Duggan hosted a virtual town hall meeting last summer ahead of the auto reform law's effective date of July 2, 2020, providing a line-by-line virtual tutorial on how to save money.

At the time, the mayor laid out the options and requirements for opting out of Personal Injury Protection, which pays for medical bills if you are injured in an accident, as well as the Michigan Catastrophic Claims Association for catastrophic crashes.

Last year, Detroit sent documentation to its 8,000 employees to assist them if they chose to opt out.

Until recently, drivers were required to purchase both, even if they had health insurance.
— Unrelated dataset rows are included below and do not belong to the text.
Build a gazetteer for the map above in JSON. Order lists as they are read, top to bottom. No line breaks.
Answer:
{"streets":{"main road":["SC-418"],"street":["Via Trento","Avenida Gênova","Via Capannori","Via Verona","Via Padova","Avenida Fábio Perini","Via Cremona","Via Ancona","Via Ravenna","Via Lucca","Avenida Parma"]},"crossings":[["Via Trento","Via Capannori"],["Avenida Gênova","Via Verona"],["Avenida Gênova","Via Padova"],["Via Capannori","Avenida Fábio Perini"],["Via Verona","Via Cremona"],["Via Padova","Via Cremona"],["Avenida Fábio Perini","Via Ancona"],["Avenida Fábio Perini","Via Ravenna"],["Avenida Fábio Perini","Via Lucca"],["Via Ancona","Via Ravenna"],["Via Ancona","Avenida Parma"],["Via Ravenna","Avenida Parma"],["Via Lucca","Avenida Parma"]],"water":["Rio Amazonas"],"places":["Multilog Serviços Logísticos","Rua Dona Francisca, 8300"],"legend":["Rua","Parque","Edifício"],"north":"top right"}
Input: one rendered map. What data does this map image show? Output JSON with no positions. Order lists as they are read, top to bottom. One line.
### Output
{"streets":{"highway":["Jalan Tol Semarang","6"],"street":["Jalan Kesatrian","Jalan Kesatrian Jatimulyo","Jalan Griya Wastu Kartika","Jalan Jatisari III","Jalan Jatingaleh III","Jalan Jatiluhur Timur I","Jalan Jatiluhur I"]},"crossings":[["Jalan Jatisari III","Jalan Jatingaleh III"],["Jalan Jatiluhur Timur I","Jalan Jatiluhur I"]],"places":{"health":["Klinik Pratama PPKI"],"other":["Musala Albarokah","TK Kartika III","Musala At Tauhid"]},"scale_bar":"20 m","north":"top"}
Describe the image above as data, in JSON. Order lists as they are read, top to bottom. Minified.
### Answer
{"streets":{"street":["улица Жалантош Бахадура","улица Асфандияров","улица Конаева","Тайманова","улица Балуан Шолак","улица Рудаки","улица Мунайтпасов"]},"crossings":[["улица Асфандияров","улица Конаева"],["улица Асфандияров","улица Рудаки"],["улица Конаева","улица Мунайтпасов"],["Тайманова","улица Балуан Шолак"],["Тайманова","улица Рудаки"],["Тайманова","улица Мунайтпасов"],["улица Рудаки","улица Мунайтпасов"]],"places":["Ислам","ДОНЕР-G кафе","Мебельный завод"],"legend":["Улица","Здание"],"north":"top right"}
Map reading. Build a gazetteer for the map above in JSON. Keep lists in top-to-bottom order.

Krysten Jones, a 35-year-old Detroit resident, said she used to pay $550 a month for insurance despite having a clean driving record, and because the rate was so high, she was willing to take the risks of driving uninsured.

"When I first learned about the new law, I was ecstatic because it allowed me to obtain affordable auto insurance without incurring any fees or penalties. When the new law went into effect at midnight, I purchased a new policy, and my monthly premium dropped by nearly $400 "During the press conference, Jones stated. "I was recently in an accident, and if I hadn't had this, I wouldn't have had the coverage, which I appreciate."